◆ **What the task asks**
Only the lines with "Mary" in them need to be copied from the listing.

◆ **Input for this task**
↓↓↓

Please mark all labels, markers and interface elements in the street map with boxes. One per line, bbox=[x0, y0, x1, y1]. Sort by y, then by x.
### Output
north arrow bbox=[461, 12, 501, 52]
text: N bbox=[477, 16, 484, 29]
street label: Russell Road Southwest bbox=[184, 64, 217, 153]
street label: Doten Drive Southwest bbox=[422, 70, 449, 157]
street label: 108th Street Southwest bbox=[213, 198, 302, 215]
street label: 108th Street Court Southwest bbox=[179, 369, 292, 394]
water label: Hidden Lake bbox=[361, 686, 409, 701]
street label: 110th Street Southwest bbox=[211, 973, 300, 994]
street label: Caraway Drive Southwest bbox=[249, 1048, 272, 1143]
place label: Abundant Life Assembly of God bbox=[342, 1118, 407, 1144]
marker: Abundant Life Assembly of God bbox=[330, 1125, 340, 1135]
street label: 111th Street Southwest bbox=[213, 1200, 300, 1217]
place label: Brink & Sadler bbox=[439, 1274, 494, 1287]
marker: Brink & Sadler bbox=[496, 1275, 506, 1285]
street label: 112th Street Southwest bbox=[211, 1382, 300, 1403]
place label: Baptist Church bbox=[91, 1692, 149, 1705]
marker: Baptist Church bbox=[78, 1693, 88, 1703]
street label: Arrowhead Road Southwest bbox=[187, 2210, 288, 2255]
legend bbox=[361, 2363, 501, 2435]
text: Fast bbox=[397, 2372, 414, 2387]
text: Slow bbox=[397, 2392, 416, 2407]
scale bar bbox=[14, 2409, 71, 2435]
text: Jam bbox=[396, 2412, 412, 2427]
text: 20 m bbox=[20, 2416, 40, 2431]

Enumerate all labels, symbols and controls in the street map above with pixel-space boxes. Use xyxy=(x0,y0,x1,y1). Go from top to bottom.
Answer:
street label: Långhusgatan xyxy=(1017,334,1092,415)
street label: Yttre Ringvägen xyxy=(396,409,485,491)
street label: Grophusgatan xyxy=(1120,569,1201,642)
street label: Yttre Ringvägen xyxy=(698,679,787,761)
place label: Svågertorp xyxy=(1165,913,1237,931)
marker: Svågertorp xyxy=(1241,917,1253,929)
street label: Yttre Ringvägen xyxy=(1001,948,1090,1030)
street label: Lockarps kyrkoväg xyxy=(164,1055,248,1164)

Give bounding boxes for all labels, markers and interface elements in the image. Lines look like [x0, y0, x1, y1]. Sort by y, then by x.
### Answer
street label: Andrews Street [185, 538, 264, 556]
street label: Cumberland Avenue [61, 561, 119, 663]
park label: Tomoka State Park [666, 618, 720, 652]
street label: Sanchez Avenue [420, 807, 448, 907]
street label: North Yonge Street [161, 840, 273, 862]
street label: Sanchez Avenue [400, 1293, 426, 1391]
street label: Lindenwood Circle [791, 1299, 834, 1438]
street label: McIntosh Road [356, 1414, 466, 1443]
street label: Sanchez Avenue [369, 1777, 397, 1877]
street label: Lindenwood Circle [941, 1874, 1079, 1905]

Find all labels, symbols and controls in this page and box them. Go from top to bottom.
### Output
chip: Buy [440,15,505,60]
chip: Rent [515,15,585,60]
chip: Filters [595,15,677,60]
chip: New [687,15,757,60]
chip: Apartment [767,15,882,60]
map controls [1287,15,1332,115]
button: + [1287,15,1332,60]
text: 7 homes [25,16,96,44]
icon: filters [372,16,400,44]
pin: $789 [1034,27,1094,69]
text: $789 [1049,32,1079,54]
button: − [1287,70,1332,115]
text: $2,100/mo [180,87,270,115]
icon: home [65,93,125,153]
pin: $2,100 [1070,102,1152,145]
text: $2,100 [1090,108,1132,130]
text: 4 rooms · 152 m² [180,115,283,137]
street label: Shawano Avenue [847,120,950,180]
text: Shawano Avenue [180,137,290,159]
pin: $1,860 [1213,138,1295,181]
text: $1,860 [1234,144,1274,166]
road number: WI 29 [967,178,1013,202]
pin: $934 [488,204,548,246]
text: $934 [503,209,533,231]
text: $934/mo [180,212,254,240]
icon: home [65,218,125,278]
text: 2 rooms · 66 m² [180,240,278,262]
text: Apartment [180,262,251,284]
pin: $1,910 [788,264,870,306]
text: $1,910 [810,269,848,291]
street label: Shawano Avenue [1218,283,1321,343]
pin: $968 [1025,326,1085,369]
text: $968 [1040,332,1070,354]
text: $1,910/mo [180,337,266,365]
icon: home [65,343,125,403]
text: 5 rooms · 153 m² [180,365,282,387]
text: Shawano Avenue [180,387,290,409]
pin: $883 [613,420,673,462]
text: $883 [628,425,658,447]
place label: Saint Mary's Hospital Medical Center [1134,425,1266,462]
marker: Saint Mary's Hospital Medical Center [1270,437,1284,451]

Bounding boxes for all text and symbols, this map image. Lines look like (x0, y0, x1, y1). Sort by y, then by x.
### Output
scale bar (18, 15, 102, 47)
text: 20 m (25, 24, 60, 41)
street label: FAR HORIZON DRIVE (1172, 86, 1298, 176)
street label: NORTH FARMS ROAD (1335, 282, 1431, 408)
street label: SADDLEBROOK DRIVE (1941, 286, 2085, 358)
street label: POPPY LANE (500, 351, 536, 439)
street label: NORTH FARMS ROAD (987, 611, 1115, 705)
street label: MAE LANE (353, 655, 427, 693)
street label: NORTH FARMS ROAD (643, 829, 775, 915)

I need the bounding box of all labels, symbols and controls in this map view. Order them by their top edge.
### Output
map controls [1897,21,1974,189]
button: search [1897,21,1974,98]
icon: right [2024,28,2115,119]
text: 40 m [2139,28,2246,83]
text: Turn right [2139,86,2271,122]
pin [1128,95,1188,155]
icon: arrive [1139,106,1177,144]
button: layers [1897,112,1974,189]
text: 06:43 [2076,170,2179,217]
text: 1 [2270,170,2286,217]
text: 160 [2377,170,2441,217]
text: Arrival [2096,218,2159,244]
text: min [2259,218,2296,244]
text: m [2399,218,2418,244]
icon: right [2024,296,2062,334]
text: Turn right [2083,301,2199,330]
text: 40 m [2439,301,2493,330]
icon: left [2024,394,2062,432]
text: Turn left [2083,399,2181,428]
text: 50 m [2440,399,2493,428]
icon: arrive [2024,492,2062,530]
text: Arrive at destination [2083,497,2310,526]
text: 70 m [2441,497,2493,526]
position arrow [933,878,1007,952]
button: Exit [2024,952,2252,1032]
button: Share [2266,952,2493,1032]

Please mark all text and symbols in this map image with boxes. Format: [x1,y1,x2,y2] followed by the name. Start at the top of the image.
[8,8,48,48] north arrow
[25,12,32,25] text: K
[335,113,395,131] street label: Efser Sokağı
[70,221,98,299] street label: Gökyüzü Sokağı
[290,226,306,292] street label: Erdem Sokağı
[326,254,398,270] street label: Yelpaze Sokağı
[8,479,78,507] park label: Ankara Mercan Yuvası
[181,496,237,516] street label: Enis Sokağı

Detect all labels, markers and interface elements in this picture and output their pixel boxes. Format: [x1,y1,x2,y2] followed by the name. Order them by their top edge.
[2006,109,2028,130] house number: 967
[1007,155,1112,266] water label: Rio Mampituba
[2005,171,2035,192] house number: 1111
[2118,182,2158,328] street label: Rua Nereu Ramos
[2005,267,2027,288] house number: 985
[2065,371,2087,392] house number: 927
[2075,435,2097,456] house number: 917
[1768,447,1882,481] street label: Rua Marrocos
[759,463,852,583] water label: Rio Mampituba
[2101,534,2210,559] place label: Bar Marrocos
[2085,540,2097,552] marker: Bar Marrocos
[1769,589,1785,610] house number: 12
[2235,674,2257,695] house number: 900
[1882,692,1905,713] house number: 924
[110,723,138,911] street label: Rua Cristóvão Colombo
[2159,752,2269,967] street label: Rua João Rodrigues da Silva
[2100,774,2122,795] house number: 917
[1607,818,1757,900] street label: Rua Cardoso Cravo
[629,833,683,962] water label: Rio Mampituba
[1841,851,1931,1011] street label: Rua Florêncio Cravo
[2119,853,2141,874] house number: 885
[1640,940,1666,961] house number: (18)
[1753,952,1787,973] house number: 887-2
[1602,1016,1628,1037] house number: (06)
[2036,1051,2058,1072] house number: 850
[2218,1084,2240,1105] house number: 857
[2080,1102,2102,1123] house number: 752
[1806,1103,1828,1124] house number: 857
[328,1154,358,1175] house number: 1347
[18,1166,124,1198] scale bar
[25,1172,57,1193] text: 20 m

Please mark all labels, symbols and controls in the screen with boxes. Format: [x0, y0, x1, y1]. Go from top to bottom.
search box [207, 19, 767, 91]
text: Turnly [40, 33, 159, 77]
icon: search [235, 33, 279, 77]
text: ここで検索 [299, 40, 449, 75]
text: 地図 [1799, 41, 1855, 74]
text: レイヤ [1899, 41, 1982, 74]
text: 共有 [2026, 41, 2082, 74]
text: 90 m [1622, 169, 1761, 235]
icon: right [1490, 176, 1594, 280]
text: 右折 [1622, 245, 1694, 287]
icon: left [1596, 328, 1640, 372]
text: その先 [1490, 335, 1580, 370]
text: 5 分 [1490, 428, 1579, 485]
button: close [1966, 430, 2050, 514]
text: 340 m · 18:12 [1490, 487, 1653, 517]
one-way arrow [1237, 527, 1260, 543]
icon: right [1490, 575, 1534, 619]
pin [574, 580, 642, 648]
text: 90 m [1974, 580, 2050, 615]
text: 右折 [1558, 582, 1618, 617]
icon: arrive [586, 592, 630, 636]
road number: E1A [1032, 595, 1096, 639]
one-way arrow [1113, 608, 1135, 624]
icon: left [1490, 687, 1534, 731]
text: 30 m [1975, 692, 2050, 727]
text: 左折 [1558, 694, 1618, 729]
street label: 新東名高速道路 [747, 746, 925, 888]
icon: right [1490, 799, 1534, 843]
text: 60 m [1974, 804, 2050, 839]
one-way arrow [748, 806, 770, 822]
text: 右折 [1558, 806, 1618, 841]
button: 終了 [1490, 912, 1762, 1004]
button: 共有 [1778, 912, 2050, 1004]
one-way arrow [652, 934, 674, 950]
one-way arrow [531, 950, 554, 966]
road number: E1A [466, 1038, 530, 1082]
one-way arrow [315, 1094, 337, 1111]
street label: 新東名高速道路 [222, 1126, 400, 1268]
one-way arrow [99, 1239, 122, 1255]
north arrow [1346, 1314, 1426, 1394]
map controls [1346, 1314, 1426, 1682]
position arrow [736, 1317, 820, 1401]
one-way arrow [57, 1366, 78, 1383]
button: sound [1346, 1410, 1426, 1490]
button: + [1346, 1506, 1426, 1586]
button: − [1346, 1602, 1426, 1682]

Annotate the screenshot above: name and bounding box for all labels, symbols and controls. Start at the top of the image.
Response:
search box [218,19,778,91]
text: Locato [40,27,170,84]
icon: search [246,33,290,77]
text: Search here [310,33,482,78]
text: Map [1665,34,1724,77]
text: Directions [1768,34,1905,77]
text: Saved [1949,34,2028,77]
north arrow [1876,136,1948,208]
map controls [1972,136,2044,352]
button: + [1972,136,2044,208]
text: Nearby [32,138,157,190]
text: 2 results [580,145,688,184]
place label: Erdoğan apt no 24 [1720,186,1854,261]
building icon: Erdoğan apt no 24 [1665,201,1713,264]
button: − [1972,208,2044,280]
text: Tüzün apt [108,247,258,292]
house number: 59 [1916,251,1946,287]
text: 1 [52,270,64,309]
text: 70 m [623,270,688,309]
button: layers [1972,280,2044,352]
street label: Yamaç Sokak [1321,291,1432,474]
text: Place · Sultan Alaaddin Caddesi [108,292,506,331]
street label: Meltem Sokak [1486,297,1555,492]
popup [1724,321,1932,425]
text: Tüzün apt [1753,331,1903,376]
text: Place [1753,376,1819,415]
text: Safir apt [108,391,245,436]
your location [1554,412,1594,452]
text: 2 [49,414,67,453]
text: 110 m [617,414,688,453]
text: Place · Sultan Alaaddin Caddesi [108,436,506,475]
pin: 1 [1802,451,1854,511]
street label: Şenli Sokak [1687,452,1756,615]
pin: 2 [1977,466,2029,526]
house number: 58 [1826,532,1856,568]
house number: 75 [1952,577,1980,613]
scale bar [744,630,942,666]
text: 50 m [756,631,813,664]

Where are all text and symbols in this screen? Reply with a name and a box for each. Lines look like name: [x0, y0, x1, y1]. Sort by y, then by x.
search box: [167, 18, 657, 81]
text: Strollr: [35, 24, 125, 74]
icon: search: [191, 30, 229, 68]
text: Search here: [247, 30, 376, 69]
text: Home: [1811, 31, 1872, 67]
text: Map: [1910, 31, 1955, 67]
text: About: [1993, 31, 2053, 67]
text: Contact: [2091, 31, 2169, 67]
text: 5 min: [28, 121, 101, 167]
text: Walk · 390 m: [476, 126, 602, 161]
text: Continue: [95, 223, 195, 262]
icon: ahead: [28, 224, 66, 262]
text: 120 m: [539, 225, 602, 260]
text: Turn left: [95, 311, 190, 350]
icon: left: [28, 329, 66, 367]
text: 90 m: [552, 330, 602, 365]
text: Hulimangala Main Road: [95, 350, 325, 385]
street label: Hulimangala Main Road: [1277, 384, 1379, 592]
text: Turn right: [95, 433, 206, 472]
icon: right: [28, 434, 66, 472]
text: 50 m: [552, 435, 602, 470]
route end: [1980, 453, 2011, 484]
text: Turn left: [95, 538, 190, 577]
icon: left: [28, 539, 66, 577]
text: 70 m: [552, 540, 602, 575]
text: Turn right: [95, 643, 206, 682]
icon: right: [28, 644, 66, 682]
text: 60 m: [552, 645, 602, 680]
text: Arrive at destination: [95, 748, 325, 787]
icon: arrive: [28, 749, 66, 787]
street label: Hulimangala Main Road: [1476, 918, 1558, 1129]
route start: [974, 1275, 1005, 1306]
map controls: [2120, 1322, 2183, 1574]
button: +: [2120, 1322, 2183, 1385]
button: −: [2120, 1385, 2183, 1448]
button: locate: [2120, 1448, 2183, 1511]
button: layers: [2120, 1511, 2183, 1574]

↑↑↑

◆ **Output below**
place label: Saint Mary's Hospital Medical Center [1134,425,1266,462]
marker: Saint Mary's Hospital Medical Center [1270,437,1284,451]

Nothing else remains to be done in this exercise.